[What is needed]
Among the entries below, take the line with "position:absolute; left:32px; top:32px;" and the line with "flex:1; height:92px; border-radius:48px;", and output them and every line between them exactly, with nothing else.

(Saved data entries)
################

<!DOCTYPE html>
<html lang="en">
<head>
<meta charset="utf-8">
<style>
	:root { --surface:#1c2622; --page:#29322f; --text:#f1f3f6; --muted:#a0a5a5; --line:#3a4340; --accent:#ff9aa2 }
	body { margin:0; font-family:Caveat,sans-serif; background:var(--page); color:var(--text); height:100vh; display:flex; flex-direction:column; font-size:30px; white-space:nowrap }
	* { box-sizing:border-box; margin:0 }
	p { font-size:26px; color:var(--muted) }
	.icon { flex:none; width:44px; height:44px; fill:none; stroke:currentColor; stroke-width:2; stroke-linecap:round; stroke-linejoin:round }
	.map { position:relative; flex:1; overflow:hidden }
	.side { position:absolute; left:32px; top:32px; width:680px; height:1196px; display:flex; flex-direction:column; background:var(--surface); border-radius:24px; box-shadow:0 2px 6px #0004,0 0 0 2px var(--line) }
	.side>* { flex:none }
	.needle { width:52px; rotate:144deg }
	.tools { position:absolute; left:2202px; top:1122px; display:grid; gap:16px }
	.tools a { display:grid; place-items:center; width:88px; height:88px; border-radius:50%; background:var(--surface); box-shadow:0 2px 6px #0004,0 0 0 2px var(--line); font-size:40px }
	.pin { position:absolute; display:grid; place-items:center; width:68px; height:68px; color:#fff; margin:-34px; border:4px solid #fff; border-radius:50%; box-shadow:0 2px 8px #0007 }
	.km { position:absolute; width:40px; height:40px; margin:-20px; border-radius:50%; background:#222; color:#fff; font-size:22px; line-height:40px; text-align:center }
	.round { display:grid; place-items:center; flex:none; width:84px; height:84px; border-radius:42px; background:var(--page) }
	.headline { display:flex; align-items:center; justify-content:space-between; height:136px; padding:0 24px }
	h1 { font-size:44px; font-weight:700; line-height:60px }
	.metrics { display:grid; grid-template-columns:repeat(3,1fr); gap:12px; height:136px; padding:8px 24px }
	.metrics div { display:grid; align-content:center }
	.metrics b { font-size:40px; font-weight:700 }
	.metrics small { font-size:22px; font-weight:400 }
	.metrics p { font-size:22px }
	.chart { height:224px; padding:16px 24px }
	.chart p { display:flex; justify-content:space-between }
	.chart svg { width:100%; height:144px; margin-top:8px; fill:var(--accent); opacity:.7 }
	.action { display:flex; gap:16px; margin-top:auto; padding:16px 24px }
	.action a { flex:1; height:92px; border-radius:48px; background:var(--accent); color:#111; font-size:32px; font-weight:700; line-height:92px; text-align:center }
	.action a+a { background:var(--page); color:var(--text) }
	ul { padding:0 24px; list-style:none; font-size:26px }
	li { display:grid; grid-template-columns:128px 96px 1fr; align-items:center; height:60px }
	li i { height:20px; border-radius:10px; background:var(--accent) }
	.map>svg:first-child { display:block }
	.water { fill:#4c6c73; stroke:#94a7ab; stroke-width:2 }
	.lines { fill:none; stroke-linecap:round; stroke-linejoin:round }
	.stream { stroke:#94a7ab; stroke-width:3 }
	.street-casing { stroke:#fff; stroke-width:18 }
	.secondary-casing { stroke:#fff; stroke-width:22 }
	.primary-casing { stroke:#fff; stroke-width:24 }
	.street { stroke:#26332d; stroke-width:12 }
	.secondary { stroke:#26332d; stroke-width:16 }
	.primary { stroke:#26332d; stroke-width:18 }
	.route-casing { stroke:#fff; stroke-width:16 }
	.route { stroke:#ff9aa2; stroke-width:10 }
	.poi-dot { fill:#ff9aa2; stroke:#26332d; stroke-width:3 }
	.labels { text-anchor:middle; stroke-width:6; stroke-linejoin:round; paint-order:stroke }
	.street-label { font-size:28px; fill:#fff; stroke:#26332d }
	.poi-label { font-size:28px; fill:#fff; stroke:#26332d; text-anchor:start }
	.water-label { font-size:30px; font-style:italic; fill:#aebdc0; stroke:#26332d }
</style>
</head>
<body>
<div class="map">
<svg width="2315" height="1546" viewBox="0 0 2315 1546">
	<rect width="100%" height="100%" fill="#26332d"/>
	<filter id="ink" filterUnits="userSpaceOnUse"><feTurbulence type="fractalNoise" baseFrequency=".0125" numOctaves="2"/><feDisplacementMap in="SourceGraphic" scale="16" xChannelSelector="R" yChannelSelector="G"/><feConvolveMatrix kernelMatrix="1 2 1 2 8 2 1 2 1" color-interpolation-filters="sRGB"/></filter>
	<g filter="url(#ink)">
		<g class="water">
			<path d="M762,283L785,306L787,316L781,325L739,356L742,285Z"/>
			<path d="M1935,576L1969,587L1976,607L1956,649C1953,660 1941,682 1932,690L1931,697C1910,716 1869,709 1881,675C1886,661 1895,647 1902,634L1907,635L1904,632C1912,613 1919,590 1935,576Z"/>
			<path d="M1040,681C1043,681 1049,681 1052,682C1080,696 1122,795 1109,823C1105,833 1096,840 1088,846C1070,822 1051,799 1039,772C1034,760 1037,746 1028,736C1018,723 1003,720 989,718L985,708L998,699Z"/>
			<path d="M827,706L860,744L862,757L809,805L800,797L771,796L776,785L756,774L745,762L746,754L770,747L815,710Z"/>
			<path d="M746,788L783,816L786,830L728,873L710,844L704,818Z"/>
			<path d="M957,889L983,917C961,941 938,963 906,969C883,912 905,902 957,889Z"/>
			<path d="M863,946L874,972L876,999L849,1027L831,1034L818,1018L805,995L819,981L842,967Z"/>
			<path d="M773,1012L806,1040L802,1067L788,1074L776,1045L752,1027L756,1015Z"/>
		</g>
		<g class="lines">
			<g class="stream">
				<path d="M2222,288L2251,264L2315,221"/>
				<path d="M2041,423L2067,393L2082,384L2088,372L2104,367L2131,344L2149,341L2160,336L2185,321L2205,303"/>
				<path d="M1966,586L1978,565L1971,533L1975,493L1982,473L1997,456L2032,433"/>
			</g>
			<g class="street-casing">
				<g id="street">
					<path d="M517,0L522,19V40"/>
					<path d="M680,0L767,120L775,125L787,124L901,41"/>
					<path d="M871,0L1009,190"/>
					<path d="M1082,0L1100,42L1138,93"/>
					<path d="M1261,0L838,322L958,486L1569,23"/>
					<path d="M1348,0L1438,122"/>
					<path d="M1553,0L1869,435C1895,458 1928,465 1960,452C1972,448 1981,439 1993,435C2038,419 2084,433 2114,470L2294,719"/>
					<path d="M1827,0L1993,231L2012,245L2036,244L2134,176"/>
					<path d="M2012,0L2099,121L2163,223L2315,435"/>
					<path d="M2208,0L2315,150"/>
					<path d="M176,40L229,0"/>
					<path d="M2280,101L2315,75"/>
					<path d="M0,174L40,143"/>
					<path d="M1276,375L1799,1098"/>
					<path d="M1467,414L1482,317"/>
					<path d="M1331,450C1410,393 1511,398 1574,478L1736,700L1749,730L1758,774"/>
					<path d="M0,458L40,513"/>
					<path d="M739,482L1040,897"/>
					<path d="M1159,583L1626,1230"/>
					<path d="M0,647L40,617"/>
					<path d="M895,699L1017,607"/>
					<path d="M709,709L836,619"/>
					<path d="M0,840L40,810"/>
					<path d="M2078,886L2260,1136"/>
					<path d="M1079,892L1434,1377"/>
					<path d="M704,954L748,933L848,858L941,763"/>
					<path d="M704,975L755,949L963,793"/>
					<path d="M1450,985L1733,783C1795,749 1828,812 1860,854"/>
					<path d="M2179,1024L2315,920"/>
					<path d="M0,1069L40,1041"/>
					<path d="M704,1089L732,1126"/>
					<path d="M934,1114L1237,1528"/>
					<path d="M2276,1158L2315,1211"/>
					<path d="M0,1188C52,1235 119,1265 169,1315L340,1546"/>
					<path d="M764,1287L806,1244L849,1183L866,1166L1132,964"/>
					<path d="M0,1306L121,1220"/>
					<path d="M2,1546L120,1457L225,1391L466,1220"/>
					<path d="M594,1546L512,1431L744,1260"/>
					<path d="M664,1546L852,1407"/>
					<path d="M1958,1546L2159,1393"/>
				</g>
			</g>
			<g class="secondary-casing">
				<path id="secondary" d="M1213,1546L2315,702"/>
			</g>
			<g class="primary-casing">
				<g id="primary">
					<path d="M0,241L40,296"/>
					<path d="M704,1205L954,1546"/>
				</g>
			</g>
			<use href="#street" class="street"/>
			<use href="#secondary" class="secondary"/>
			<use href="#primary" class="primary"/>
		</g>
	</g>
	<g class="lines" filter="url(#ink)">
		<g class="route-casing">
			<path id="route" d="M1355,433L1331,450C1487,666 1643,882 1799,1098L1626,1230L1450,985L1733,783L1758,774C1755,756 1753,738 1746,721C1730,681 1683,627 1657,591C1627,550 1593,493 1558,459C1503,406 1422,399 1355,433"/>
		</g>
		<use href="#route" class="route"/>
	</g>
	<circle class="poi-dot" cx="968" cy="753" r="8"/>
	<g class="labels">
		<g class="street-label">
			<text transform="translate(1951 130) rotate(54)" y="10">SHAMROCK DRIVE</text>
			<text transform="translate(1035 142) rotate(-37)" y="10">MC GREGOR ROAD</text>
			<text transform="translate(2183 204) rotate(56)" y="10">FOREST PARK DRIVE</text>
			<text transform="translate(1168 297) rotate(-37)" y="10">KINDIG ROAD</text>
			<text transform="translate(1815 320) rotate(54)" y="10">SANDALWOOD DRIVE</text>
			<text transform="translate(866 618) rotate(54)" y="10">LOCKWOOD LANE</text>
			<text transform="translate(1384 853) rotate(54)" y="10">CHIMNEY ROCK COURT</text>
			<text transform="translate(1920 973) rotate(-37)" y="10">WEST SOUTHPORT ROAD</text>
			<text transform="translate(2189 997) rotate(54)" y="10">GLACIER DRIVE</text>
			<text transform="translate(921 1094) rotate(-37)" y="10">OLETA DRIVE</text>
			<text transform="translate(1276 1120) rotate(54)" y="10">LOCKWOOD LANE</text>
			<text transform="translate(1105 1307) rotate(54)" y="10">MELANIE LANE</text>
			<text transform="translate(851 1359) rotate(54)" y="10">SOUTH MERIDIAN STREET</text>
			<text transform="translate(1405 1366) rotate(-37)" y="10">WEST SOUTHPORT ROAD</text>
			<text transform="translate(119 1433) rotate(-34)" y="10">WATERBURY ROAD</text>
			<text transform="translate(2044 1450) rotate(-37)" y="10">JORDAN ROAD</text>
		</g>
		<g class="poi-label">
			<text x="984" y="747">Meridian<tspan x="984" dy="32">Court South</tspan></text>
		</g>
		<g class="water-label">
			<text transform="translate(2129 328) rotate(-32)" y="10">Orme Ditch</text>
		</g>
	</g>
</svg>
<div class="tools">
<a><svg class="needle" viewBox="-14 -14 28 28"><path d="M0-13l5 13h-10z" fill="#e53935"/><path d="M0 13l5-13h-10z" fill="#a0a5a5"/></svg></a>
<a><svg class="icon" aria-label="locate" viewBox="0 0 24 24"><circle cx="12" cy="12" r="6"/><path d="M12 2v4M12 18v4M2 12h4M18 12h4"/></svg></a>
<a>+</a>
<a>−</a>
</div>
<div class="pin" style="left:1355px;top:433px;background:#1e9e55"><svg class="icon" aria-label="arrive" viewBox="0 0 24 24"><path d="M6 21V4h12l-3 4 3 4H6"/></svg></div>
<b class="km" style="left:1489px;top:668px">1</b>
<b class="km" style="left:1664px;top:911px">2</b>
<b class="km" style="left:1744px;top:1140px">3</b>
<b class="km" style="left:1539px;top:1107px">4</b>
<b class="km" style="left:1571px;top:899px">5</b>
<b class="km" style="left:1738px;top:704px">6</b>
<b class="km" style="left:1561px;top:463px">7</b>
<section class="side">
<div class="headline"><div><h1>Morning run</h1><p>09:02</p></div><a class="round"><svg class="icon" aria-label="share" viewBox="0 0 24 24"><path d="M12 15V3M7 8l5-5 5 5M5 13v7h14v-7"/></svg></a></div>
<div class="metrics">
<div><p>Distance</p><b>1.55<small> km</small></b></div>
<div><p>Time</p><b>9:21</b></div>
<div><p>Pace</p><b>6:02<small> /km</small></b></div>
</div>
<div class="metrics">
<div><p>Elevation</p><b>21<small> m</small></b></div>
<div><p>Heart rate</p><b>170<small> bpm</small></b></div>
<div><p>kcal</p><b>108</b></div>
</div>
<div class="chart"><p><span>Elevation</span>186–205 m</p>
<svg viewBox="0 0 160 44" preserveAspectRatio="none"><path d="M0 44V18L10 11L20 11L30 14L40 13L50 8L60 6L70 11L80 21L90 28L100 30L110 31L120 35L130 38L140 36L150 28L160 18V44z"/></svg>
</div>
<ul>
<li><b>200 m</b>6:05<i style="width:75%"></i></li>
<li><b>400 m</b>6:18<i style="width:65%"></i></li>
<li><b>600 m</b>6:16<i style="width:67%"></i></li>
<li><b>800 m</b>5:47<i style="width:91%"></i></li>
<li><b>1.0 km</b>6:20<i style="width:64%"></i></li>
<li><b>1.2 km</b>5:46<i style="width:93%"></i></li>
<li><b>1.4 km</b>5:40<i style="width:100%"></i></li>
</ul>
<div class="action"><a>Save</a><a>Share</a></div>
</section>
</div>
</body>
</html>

################

[Answer space]
	.side { position:absolute; left:32px; top:32px; width:680px; height:1196px; display:flex; flex-direction:column; background:var(--surface); border-radius:24px; box-shadow:0 2px 6px #0004,0 0 0 2px var(--line) }
	.side>* { flex:none }
	.needle { width:52px; rotate:144deg }
	.tools { position:absolute; left:2202px; top:1122px; display:grid; gap:16px }
	.tools a { display:grid; place-items:center; width:88px; height:88px; border-radius:50%; background:var(--surface); box-shadow:0 2px 6px #0004,0 0 0 2px var(--line); font-size:40px }
	.pin { position:absolute; display:grid; place-items:center; width:68px; height:68px; color:#fff; margin:-34px; border:4px solid #fff; border-radius:50%; box-shadow:0 2px 8px #0007 }
	.km { position:absolute; width:40px; height:40px; margin:-20px; border-radius:50%; background:#222; color:#fff; font-size:22px; line-height:40px; text-align:center }
	.round { display:grid; place-items:center; flex:none; width:84px; height:84px; border-radius:42px; background:var(--page) }
	.headline { display:flex; align-items:center; justify-content:space-between; height:136px; padding:0 24px }
	h1 { font-size:44px; font-weight:700; line-height:60px }
	.metrics { display:grid; grid-template-columns:repeat(3,1fr); gap:12px; height:136px; padding:8px 24px }
	.metrics div { display:grid; align-content:center }
	.metrics b { font-size:40px; font-weight:700 }
	.metrics small { font-size:22px; font-weight:400 }
	.metrics p { font-size:22px }
	.chart { height:224px; padding:16px 24px }
	.chart p { display:flex; justify-content:space-between }
	.chart svg { width:100%; height:144px; margin-top:8px; fill:var(--accent); opacity:.7 }
	.action { display:flex; gap:16px; margin-top:auto; padding:16px 24px }
	.action a { flex:1; height:92px; border-radius:48px; background:var(--accent); color:#111; font-size:32px; font-weight:700; line-height:92px; text-align:center }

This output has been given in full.